ASSIGNMENT:
For the listing below, report all lines that hold the word "strokeStyle".

--- START ---

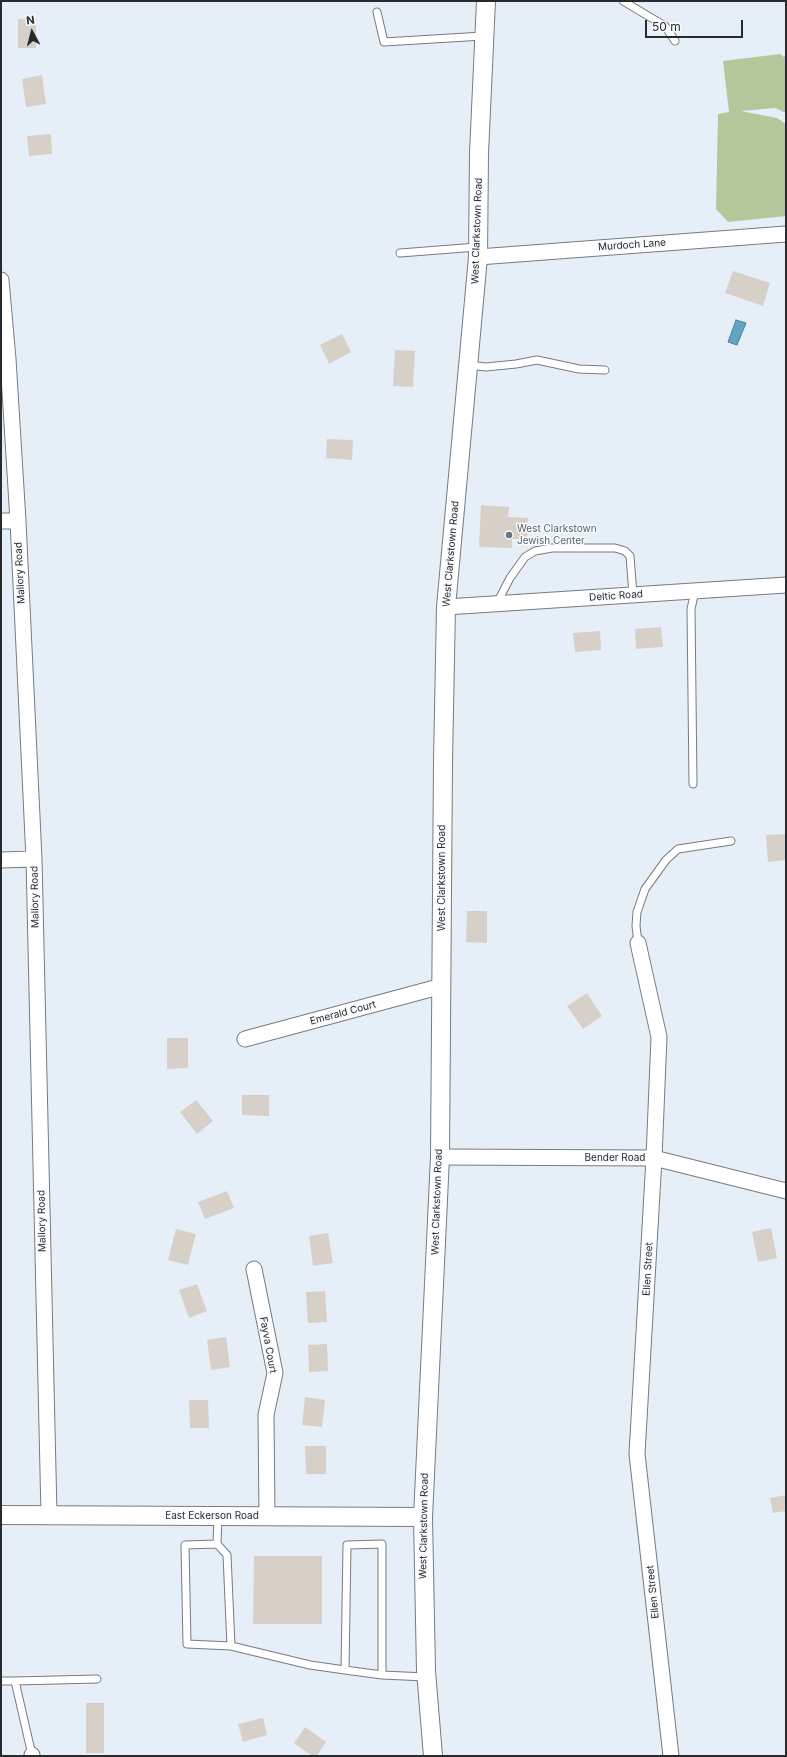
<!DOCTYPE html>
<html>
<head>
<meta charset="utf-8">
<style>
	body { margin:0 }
	#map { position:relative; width:787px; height:1757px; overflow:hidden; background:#e6eff7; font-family:Inter,sans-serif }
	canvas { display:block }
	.frame { position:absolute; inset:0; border:2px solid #282b2e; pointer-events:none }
	.north { position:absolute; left:12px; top:12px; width:40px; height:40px; -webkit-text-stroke:3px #f8fbfe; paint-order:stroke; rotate:353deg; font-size:11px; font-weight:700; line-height:16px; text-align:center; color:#282b2e }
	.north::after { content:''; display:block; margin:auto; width:14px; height:18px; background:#282b2e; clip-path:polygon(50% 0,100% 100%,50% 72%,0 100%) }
	.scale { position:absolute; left:645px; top:20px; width:98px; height:18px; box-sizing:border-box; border:2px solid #282b2e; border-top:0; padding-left:5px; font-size:12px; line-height:14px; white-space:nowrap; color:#282b2e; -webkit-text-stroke:3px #f8fbfe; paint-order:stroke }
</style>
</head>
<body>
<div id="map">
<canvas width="787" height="1757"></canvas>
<div class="frame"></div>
<div class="north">N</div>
<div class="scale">50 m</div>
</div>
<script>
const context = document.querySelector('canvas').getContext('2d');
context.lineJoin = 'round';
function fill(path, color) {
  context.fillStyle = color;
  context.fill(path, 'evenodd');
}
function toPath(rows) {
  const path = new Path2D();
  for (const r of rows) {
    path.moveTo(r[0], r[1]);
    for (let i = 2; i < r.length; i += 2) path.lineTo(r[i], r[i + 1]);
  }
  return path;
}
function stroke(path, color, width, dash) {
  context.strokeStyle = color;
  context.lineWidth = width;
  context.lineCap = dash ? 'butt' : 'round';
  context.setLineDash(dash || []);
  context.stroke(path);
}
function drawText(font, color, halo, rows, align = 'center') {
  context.font = font + ' Inter,sans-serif';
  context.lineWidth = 3;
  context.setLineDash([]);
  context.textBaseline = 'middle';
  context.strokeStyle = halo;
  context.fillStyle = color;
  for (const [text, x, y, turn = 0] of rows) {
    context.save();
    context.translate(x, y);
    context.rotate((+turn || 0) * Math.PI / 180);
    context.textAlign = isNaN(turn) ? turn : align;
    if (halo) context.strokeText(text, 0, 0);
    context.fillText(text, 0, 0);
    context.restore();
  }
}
const green = toPath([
	[780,54,784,57,786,54,786,113,775,108,741,111,777,118,786,124,786,216,728,222,716,209,718,114,729,112,723,61]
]);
const water = toPath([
	[736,320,746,323,737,345,728,342,736,320]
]);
const building = toPath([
	[18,19,36,19,36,48,18,48],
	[42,75,46,104,26,107,22,79],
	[51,134,52,154,29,156,27,136],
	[733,271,770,283,763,306,725,293],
	[342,334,351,352,329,364,320,345],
	[395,350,415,351,413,387,393,386],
	[327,439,353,440,352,460,326,458],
	[481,505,509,507,508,517,528,518,527,540,512,539,512,548,479,547],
	[661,627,663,647,636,649,635,629],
	[600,631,601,650,575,652,573,633],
	[786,834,786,860,768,862,766,835],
	[467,911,487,911,487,943,466,942],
	[587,993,602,1016,583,1029,567,1006],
	[167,1038,188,1038,188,1068,167,1069],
	[242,1095,269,1095,269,1116,242,1115],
	[196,1100,213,1121,197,1134,180,1112],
	[227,1191,234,1208,205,1219,198,1202],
	[771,1228,777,1258,758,1262,752,1232],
	[176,1229,196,1234,188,1265,168,1260],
	[328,1233,333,1263,313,1266,309,1236],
	[197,1284,207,1311,189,1318,179,1290],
	[325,1291,327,1322,308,1323,306,1292],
	[226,1337,230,1367,211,1370,207,1340],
	[327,1344,328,1371,309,1372,308,1345],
	[305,1397,325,1400,322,1427,302,1425],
	[189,1400,208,1400,209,1428,190,1428],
	[305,1446,326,1446,326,1474,306,1474],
	[786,1495,786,1511,773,1513,770,1498],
	[254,1556,322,1556,322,1624,253,1624],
	[86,1703,104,1703,104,1753,86,1753],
	[263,1718,267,1735,243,1742,238,1724],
	[305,1727,326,1742,317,1756,312,1756,294,1743]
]);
const service = toPath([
	[623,1,665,26,675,41],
	[377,12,384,42,483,36],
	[400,253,477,247],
	[468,365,486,367,516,364,537,360,579,369,605,370],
	[497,603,510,578,525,557,535,551,552,548,615,548,625,551,630,556,633,595],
	[693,784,691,609,695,591],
	[638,943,636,926,637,912,645,889,666,860,678,849,731,841],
	[218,1516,217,1544,227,1555,231,1646,310,1665,345,1670,382,1675,382,1544,347,1545,345,1670],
	[217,1544,185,1545,187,1644,231,1646],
	[382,1675,426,1677],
	[1,1681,15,1681,32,1755],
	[15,1681,97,1679]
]);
const minor = toPath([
	[478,257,786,234],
	[1,280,8,359,18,521,34,859,49,1515],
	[1,521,18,521],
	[446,607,786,585],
	[1,860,34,859],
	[638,943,659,1037,654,1158,637,1454,671,1756],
	[245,1039,442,986],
	[440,1157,654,1158,786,1191],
	[254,1269,275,1373,266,1415,267,1517],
	[32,1756,32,1755]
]);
const tertiary = toPath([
	[1,1515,423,1517],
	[433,1756,426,1671,423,1517,440,1157,443,762,446,607,478,257,479,153,486,1]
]);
const markers = [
	[509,535,4,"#6b7280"]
];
const streetNames = [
	["West Clarkstown Road",477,231,-88],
	["Murdoch Lane",632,245,-4],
	["West Clarkstown Road",451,554,-85],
	["Mallory Road",20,573,-93],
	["Deltic Road",616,596,-4],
	["West Clarkstown Road",442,878,-90],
	["Mallory Road",35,897,-91],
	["Emerald Court",343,1013,-15],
	["Bender Road",615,1158],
	["West Clarkstown Road",437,1202,-88],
	["Mallory Road",42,1221,-91],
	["Ellen Street",648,1269,-87],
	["Fayva Court",268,1345,80],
	["East Eckerson Road",212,1516],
	["West Clarkstown Road",424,1526,-89],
	["Ellen Street",653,1592,-96]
];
const worshipNames = [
	["West Clarkstown",517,529],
	["Jewish Center",517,541]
];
fill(green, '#b6c69b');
fill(water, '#60a4c4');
stroke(water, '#4f8097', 1);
fill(building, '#d7d0c8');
stroke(service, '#747c82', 9);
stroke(minor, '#747c82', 17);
stroke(tertiary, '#747c82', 20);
stroke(service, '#fff', 7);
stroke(minor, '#fff', 15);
stroke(tertiary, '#fff', 18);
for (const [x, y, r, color] of markers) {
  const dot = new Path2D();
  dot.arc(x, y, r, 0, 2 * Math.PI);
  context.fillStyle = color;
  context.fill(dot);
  stroke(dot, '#f8fbfe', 1.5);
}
drawText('10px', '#282b2e', '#f8fbfe', streetNames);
drawText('10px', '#5b616d', '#f8fbfe', worshipNames, 'left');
</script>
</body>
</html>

--- END ---

EXERCISE RESPONSE:
  context.strokeStyle = color;
  context.strokeStyle = halo;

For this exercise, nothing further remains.